Mas voltemos ao voto obrigatório. Se não foi lançada para desviar as atenções do colapso socialista, então a proposta do voto obrigatório enferma, em nosso entender, de vários problemas. Desde logo, para justificá-lo, não nos parece eticamente correcto responsabilizar os eleitores pela elevada abstenção nas eleições europeias. Que tem feito a Europa para os mobilizar? Que tem feito a Europa para diminuir o fosso que separa a inexplicável burocracia das suas instituições das reais necessidades e problemas dos seus cidadãos?
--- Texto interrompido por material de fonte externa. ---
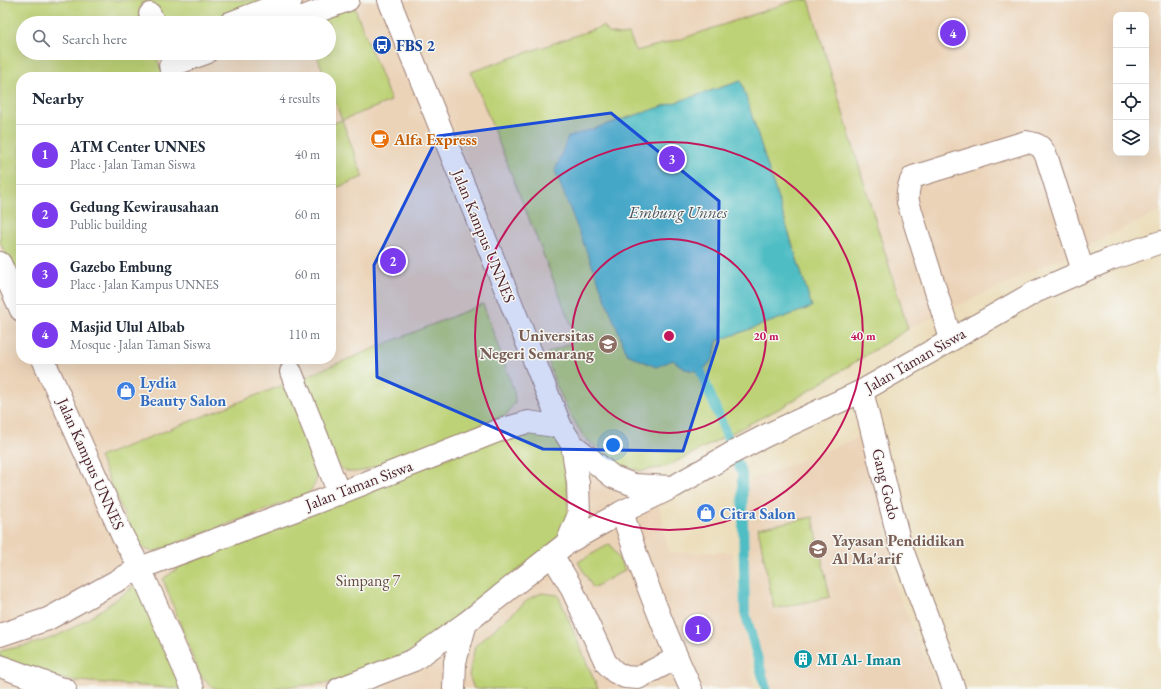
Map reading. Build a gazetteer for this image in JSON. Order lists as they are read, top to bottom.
{
  "streets": {
    "main road": ["Jalan Kampus UNNES", "Jalan Taman Siswa", "Gang Godo"]
  },
  "crossings": [
    ["Jalan Kampus UNNES", "Jalan Taman Siswa"],
    ["Jalan Taman Siswa", "Gang Godo"]
  ],
  "water": ["Embung Unnes"],
  "parks": ["Simpang 7"],
  "places": {
    "bus stop": ["FBS 2"],
    "cafe": ["Alfa Express"],
    "school or university": ["Universitas Negeri Semarang", "Yayasan Pendidikan Al Ma'arif"],
    "shop": ["Lydia Beauty Salon", "Citra Salon"],
    "building": ["MI Al- Iman"]
  },
  "page": {
    "map_buttons": ["+", "−"],
    "search": "Search here",
    "pins": [
      "4",
      "3",
      "2",
      "1"
    ],
    "heading": ["Nearby", "4 results"],
    "list": [
      {
        "mark": "1",
        "name": "ATM Center UNNES",
        "note": "Place · Jalan Taman Siswa",
        "value": "40 m"
      },
      {
        "mark": "2",
        "name": "Gedung Kewirausahaan",
        "note": "Public building",
        "value": "60 m"
      },
      {
        "mark": "3",
        "name": "Gazebo Embung",
        "note": "Place · Jalan Kampus UNNES",
        "value": "60 m"
      },
      {
        "mark": "4",
        "name": "Masjid Ulul Albab",
        "note": "Mosque · Jalan Taman Siswa",
        "value": "110 m"
      }
    ]
  },
  "rings": ["20 m", "40 m"]
}
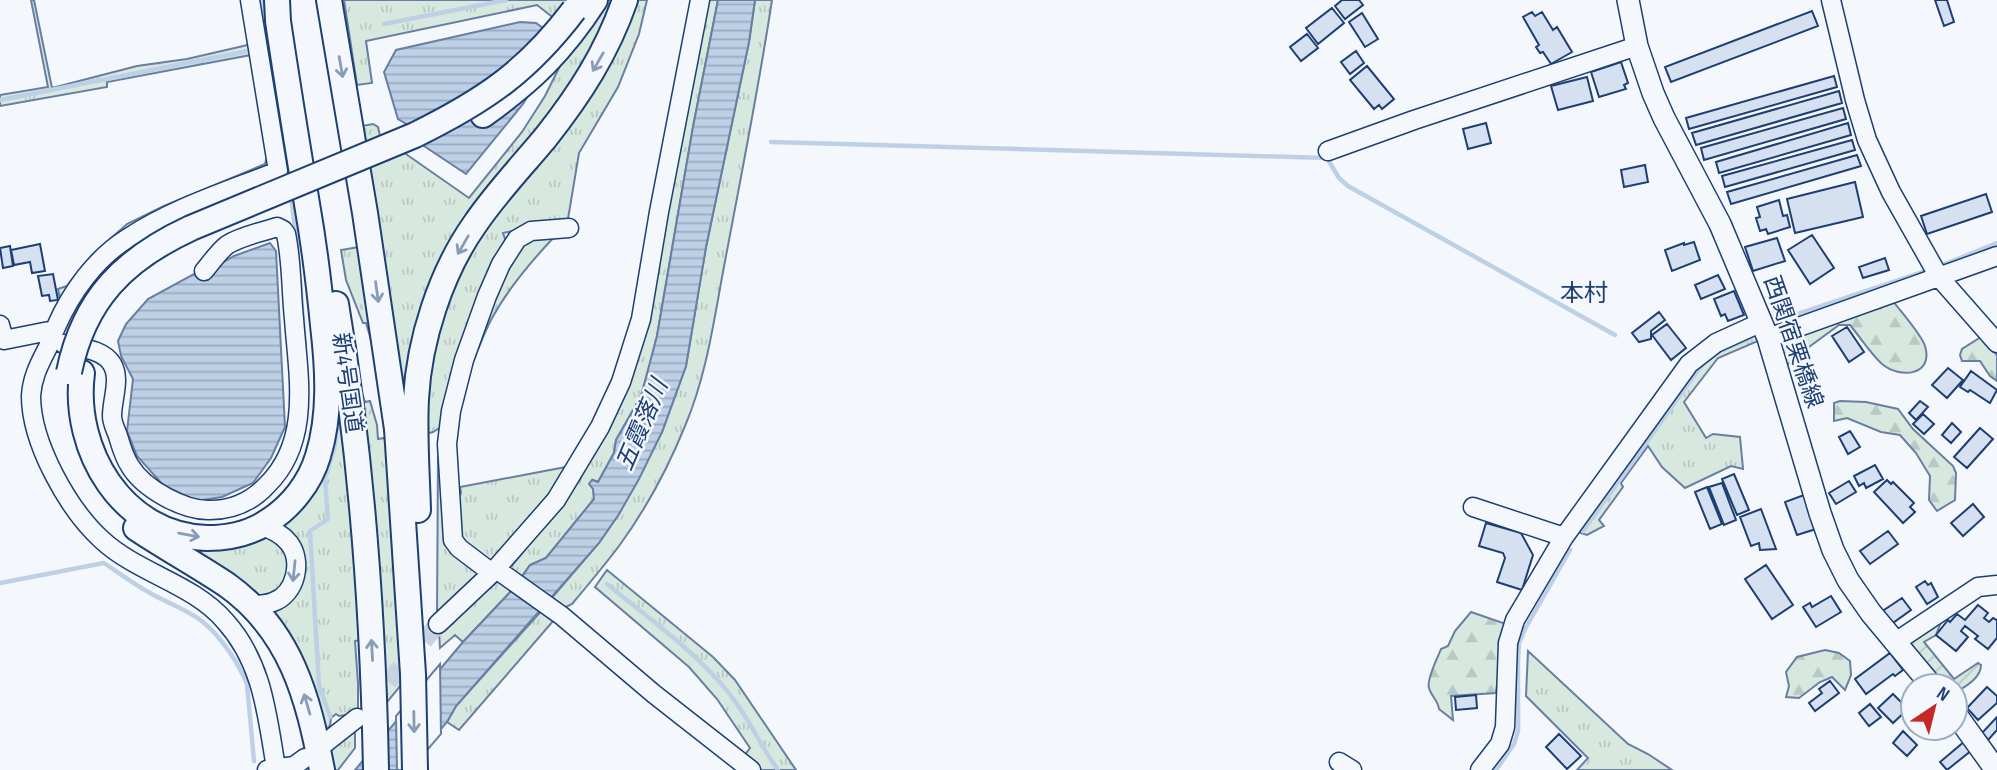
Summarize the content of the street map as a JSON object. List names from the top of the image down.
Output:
{
  "streets": {
    "highway": ["新4号国道"],
    "main road": ["西関宿栗橋線"]
  },
  "districts": ["本村"],
  "water": ["五霞落川"],
  "north": "top right"
}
Que tem feito a Europa nas etapas e processos decisivos da sua construção, política e económica? Não os tem ignorado sistematicamente? Não seria de começar precisamente por aqui? Não estará naquela "atitude" a principal explicação para a falta de comparência política dos eleitores europeus? Não será preferível identificar e combater os factores que não estão a mobilizar os eleitores para o voto? A resolver o problema, o voto obrigatório resolverá a causa do problema? Não estarão os eleitores sinceramente revoltados com a política e os políticos? Não terá a abstenção um significado político?
Por outro lado, quando introduzido nas democracias ocidentais, como foi o caso do Luxemburgo, Bélgica ou Grécia, o voto obrigatório não trouxe consigo aumentos significativos da participação eleitoral. Nem mesmo onde é grande o grau de severidade das penas associadas ao não cumprimento (multas, perda de benefícios fiscais, não emissão de documentos importantes, como o BI ou o passaporte, e mesmo prisão, nas piores situações). Nalguns países, até, o voto obrigatório teve um efeito pernicioso nos partidos, que passaram a fazer ainda menos para mobilizar o eleitorado.
Uma melhor solução será sem dúvida a formação do interesse pela política na escola, de modo a que esse interesse se traduza depois numa maior participação eleitoral. Ou a arranjos nos sistemas eleitorais, introduzindo uma maior capacidade de escolha dos representantes, actualmente confinada aos partidos. Enfim, a par da resposta às perguntas acima enunciadas, as soluções são mais que muitas.
Finalmente, há uma questão de principio, que tem a ver com a liberdade individual de cada um, e na qual o Estado não deve interferir. Neste caso, a liberdade de não votar...

5 comments:

Pedro Moura said...

A qualificação de "estúpida" não está mal feita, uma vez que o sr. César deve estar a pensar no seu sentido mais profundo, isto é, o de que "não fala" ou "não responde"(como os ídolos da Bíblia). De certa forma, é o que a abstenção significa, eventualmente... parte desinteresse, parte deslustre da parte dos eleitores.
Eu vejo de bom grado a alteração das regras da democracia: a percentagem de votos em branco significaria uma diminuição de uma percentagem idêntica no número dos representantes (a nível autárquico, parlamentar, governativo e da Europa) e a abstenção também deveria corresponder a uma qualquer acção afirmativa na qualidade dos eleitos... Mas qual?
Agradacem-se e aguardam-se soluções...
Pedro Moura

Assim Falava Zaratustra said...

Caro Amigo,

Concordo que sancionar aqueles que se abstêm não é a solução para combater o abstencionismo eleitoral. Uma ideia que parece ter sido inventada por aqueles querem diminuir para 16 anos a idade permitida para votar como forma de aumentar a participação política (ignoram que a abstenção é particularmente elevada entre os jovens) - proposta do Bloco de Esquerda que, há que fazer justiça, já tinha sido mencionada por Guterres em tempos que já lá vão (felizmente).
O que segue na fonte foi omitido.